## Exercise details
Down to the last line, restate the records word for word, but not the pictures.

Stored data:
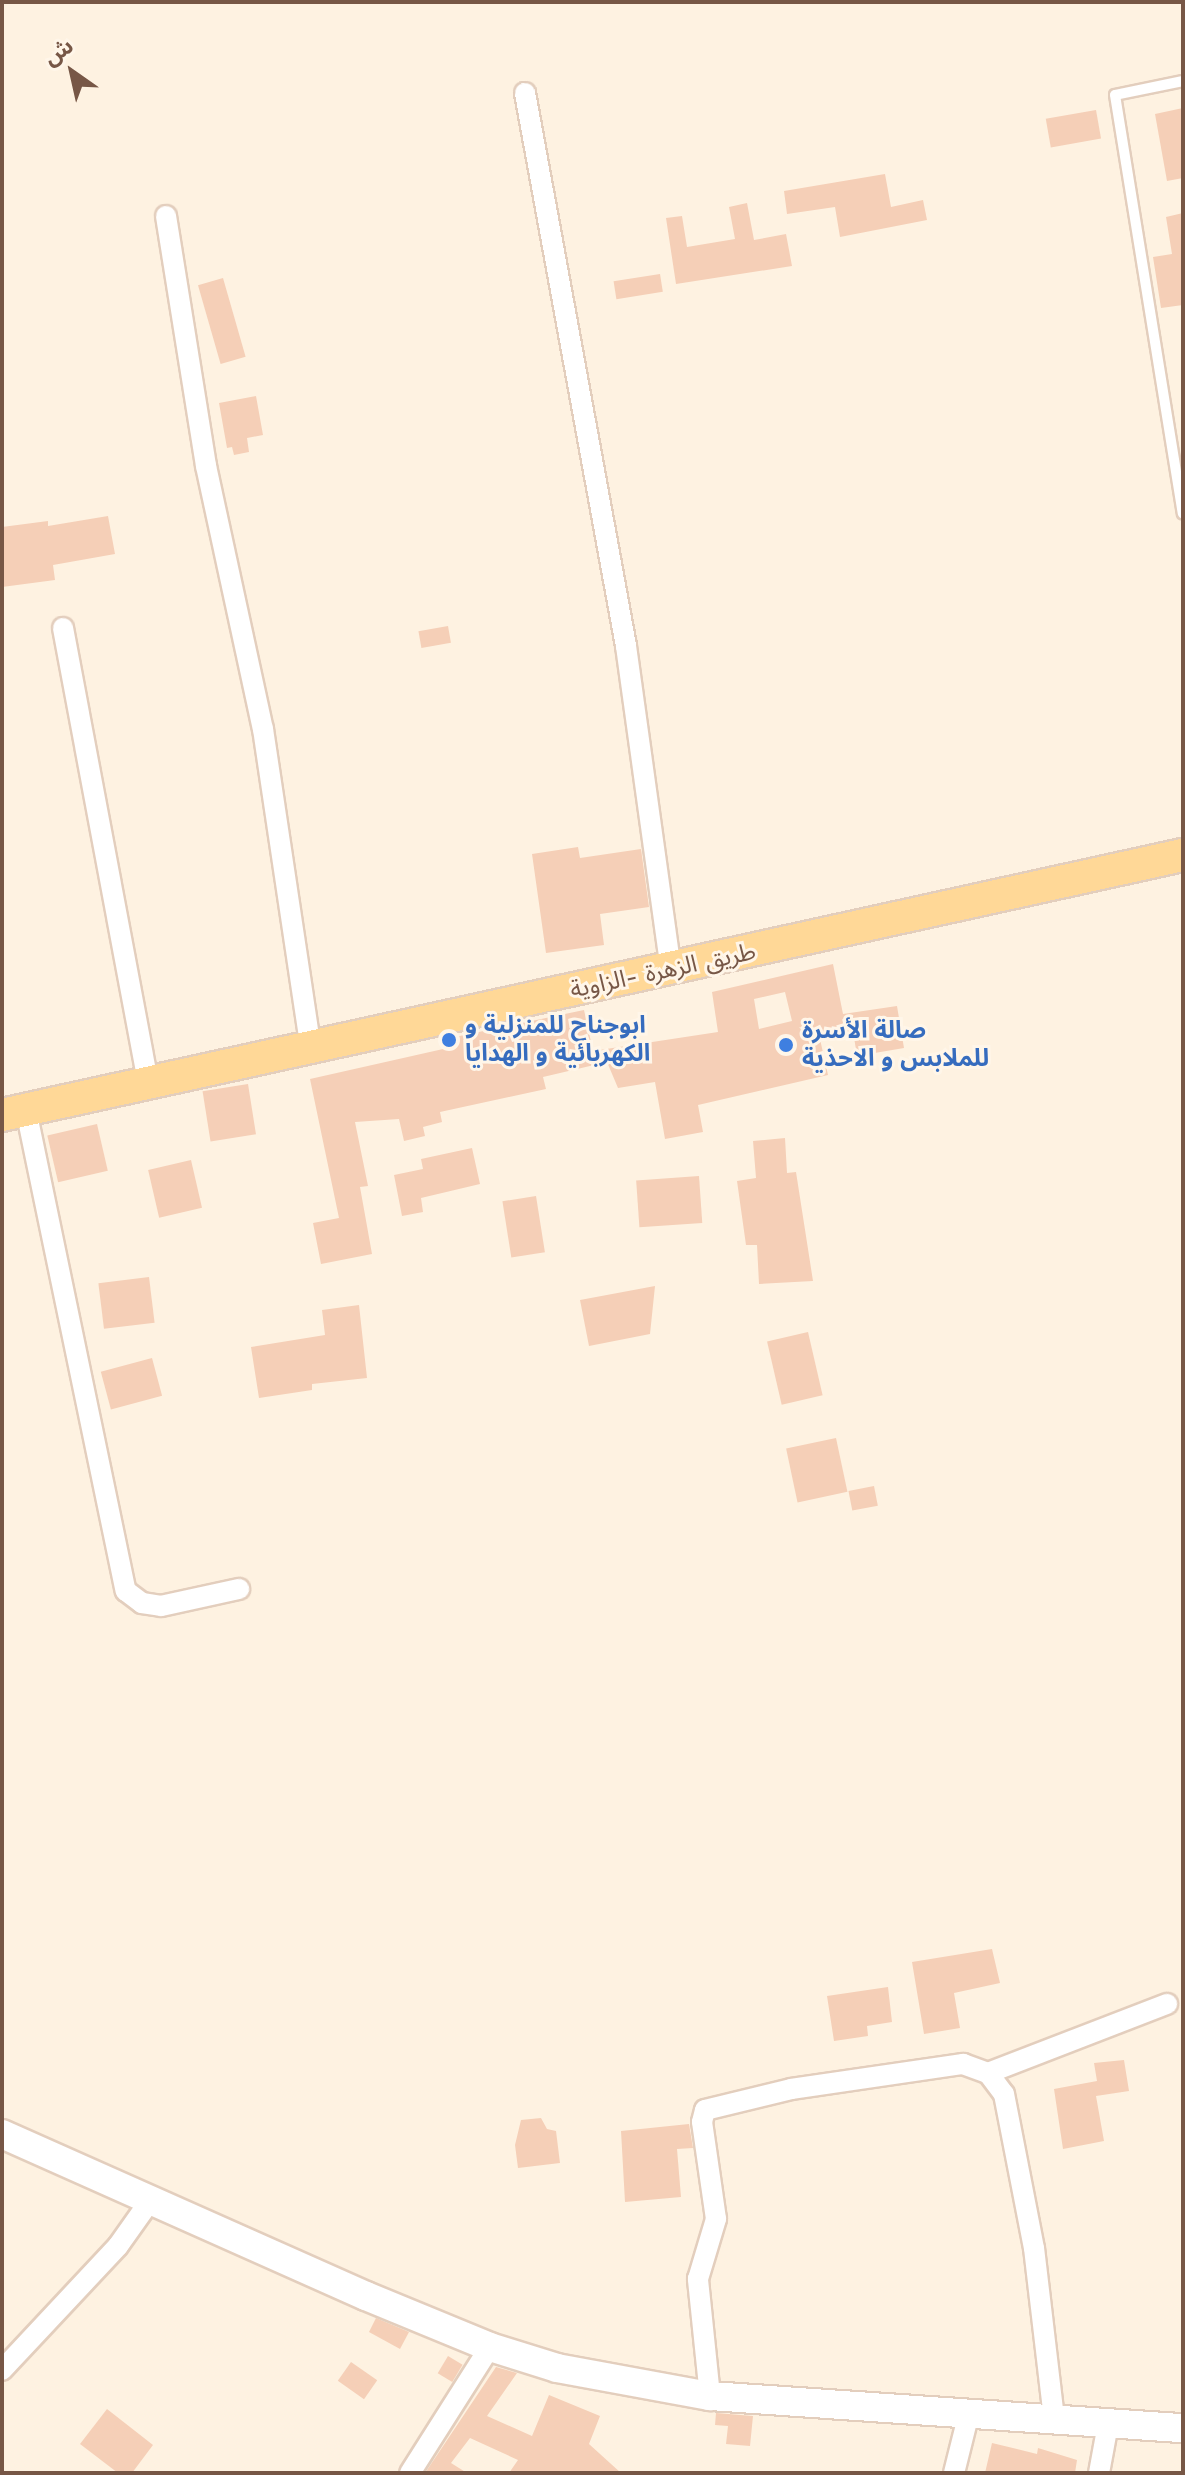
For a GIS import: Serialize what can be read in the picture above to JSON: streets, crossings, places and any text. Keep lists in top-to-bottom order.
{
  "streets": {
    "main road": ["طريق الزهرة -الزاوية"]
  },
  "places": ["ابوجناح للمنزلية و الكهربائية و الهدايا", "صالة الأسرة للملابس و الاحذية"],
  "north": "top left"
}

## Response area
For a GIS import: Serialize what can be read in the picture above to JSON: streets, crossings, places and any text. Keep lists in top-to-bottom order.
{
  "streets": {
    "main road": ["طريق الزهرة -الزاوية"]
  },
  "places": ["ابوجناح للمنزلية و الكهربائية و الهدايا", "صالة الأسرة للملابس و الاحذية"],
  "north": "top left"
}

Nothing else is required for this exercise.